As regards the Delegates of the United States themselves their position was very peculiar.  Since their appointment the Presidential Election had taken place, with the result of placing the Democratic party in power instead of the Republican, and great uncertainty necessarily prevailed as to the attitude and intentions of a new President and Congress.  In these circumstances it soon became evident that the Delegates were anxious for an adjournment of the question, to give the new Government the opportunity of expressing their views, and that the Conference would adjourn without any practical result; but, nevertheless, some very important statements and declarations were elicited in the course of the debates.  In the first place, in addition to the distinct declarations on the part of some of the most important European Powers that they would not entertain bi-metallism, to which we have already alluded, the Representatives of the United States announced, in very clear language, that at any moment their Government might be disinclined to continue their purchases of silver, and that they were determined to protect their stock of gold.

The Indian Delegates alluded to the possibility of their Government finding itself under the necessity of closing its mints to the free coinage of silver.  As regards the attitude of the British Delegates, we did our utmost to carry out the instructions laid down for us by Her Majesty’s Government; and it is with great satisfaction that we are able to record that the Delegates of the United States expressed their appreciation of the sympathy which they had met with from Great Britain, and that they declared that in that respect, if in no other, they were perfectly satisfied with the results of the Conference.

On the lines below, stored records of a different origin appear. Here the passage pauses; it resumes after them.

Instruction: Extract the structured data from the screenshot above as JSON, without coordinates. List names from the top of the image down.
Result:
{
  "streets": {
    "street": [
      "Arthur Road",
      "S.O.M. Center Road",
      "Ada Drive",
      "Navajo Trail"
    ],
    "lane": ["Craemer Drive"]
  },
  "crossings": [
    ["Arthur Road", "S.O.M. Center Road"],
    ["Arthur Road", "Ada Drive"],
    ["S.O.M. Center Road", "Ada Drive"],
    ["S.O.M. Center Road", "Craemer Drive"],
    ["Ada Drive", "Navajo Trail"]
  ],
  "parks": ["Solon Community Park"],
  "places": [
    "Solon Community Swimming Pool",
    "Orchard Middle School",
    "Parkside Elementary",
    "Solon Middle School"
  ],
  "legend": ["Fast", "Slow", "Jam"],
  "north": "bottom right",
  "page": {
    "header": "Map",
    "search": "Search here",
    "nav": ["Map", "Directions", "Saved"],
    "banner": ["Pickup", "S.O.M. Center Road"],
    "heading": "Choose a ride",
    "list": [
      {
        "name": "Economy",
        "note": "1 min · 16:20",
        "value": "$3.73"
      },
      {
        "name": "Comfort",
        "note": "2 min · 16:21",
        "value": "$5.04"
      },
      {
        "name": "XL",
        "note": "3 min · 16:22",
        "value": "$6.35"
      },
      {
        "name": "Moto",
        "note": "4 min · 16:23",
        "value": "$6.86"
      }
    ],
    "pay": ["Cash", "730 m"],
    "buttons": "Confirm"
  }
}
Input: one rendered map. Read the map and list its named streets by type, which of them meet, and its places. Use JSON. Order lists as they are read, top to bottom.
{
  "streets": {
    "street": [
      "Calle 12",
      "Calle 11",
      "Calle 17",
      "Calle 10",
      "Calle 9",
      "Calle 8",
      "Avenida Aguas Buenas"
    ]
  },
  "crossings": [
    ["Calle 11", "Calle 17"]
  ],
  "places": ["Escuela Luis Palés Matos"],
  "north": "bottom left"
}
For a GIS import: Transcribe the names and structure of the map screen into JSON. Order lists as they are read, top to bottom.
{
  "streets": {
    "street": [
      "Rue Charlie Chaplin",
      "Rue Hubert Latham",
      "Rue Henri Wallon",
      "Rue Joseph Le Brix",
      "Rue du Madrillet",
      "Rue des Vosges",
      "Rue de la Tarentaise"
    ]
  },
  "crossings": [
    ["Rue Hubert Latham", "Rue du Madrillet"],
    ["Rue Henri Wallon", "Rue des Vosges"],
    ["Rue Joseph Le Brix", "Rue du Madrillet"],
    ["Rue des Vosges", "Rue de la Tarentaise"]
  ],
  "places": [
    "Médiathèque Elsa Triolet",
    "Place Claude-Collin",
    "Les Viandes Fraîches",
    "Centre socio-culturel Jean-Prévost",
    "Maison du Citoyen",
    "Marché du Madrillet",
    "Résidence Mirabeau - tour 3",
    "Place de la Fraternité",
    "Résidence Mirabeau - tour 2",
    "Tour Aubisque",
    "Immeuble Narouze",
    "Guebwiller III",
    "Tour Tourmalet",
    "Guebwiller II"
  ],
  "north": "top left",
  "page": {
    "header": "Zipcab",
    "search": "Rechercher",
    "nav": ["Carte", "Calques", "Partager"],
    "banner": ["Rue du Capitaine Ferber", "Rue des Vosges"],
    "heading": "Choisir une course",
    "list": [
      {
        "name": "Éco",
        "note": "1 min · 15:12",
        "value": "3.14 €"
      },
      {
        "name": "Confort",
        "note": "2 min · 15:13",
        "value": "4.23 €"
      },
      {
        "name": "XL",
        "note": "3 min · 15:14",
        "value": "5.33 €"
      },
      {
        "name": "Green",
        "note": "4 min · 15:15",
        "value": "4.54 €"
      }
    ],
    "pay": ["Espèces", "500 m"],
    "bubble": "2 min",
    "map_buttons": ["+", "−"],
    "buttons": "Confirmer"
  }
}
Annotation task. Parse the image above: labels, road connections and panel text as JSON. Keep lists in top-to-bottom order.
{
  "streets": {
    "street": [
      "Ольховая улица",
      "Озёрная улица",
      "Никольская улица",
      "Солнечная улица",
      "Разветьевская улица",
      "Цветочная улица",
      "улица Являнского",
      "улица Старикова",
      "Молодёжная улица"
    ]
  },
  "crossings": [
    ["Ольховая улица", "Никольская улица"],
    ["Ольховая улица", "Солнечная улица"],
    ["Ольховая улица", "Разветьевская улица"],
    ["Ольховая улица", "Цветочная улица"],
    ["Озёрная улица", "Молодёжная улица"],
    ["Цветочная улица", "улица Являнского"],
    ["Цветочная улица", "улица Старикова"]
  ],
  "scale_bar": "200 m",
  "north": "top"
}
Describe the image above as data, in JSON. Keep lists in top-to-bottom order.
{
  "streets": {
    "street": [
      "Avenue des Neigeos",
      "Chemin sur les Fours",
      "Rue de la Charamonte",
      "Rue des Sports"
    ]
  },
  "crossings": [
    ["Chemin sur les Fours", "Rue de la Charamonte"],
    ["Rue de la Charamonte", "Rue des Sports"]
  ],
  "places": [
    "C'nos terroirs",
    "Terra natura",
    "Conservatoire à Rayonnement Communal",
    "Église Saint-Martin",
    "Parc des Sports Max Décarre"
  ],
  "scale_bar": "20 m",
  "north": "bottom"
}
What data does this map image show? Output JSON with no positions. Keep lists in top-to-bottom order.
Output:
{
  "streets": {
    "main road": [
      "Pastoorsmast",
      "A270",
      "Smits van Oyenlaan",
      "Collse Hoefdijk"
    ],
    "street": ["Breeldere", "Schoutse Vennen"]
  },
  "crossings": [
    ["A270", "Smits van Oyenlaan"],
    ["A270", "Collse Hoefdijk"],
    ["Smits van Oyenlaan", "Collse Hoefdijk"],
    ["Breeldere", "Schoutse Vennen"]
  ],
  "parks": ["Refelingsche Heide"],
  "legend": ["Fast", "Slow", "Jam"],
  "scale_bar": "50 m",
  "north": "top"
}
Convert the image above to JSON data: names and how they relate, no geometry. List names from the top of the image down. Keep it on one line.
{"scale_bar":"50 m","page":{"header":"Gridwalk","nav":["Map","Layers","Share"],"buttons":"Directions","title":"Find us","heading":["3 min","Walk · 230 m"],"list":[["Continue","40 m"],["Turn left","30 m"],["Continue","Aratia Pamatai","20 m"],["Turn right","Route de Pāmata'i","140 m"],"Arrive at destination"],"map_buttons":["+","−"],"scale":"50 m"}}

We desire, in conclusion, to place upon record our appreciation of the services rendered to the Delegation by our Secretary, Mr. H. Babington Smith, whose ability and industry, added to a thorough knowledge of the subject, have at all points essentially lightened our task.

We have the honour to be

Your Lordships’ most obedient servants


C. W. Fremantle

W. H. Houldsworth

C. Rivers Wilson

B. W. Currie

Alfred de Rothschild

H. Babington Smith, Secretary to the Delegates.

February 3rd, 1893.


In signing the foregoing Report I wish to say that I am more sanguine than my colleagues of an international agreement being ultimately arrived at, though I recognise the difficulties which at present stand in the way.